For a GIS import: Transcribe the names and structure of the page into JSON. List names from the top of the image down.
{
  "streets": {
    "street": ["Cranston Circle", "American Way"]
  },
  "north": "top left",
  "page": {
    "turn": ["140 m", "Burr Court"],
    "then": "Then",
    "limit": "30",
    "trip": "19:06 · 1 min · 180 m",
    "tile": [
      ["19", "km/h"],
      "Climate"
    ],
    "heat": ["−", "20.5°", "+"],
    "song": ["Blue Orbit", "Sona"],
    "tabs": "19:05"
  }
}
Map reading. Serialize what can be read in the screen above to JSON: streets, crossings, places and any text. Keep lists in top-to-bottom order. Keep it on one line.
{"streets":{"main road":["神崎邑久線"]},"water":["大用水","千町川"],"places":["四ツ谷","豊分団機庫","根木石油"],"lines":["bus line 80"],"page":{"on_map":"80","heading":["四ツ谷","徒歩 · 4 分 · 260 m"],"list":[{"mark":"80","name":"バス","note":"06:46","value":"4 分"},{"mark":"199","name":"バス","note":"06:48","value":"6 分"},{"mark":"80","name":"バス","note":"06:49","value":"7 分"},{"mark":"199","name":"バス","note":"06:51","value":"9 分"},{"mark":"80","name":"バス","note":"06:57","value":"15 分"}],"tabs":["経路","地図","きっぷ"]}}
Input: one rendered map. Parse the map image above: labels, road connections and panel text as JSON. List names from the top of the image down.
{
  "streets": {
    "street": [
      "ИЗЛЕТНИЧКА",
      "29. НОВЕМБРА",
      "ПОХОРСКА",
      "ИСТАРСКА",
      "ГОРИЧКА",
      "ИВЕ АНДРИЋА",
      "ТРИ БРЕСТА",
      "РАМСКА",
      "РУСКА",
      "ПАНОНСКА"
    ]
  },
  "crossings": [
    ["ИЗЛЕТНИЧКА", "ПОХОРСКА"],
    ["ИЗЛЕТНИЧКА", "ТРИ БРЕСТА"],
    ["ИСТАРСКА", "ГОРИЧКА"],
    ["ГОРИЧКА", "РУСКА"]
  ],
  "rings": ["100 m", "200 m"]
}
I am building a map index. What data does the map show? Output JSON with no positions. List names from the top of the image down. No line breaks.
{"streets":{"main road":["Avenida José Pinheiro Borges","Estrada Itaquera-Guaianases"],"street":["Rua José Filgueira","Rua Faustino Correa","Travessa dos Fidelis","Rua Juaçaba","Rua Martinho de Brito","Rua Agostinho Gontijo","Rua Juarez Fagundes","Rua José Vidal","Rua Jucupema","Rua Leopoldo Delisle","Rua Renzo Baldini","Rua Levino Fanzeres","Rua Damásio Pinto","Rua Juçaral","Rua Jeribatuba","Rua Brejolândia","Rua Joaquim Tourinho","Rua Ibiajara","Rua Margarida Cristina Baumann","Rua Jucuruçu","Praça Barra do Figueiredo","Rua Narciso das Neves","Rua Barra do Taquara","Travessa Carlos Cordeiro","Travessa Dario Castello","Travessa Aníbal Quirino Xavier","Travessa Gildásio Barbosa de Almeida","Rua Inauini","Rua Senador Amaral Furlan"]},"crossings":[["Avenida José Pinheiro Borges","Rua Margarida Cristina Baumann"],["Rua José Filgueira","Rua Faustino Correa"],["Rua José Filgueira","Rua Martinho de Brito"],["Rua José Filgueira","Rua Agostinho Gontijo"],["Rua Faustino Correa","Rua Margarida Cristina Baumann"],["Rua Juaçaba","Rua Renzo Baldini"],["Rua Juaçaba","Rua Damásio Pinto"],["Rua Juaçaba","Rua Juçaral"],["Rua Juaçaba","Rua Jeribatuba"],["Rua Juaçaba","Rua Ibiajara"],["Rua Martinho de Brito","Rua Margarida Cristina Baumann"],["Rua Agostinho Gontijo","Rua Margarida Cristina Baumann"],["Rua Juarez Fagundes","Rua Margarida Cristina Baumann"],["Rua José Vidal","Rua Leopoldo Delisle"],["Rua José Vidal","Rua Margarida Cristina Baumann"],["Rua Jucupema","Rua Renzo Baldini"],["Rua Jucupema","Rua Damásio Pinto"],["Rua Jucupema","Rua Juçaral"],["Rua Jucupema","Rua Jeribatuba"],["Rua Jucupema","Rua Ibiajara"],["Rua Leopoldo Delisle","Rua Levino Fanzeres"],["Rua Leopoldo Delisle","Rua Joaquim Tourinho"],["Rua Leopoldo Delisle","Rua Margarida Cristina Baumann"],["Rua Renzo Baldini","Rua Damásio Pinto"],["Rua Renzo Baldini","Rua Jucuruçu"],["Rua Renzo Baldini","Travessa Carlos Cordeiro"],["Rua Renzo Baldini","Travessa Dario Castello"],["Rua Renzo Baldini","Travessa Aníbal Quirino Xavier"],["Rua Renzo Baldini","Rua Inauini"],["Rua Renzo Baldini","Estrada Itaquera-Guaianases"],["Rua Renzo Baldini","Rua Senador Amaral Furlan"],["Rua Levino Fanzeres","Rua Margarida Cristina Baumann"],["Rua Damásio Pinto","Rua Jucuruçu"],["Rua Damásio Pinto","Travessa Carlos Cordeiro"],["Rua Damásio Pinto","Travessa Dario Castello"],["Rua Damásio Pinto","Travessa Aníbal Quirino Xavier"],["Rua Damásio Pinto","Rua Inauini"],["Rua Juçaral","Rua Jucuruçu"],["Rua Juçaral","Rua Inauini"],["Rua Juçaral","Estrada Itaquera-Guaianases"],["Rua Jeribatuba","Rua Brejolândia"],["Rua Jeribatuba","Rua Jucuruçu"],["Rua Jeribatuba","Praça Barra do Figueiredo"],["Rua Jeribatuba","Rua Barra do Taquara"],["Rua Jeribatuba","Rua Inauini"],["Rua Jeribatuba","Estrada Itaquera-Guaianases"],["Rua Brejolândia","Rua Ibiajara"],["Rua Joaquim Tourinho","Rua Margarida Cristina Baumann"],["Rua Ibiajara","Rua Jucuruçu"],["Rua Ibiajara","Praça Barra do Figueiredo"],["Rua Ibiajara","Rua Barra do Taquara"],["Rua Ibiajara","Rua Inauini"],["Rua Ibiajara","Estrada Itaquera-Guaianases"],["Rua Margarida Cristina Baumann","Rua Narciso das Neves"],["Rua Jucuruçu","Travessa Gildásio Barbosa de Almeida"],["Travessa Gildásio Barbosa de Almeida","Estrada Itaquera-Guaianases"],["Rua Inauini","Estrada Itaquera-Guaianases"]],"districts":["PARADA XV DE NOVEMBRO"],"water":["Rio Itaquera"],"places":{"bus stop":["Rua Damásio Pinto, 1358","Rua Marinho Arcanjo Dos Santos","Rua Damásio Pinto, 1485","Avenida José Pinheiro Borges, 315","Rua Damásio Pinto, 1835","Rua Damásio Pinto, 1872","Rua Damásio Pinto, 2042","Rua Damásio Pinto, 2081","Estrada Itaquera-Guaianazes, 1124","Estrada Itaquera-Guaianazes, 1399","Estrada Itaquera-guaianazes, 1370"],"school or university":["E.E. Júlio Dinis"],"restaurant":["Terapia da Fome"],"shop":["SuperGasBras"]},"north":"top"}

= = = =

* _TASK TO CARRY OUT_
Scan the entries above for the word "down" and collect each line holding it.

* _ANSWER_
For a GIS import: Transcribe the names and structure of the page into JSON. List names from the top of the image down.
Input: one rendered map. Parse the map image above: labels, road connections and panel text as JSON. List names from the top of the image down.
I am building a map index. What data does the map show? Output JSON with no positions. List names from the top of the image down. No line breaks.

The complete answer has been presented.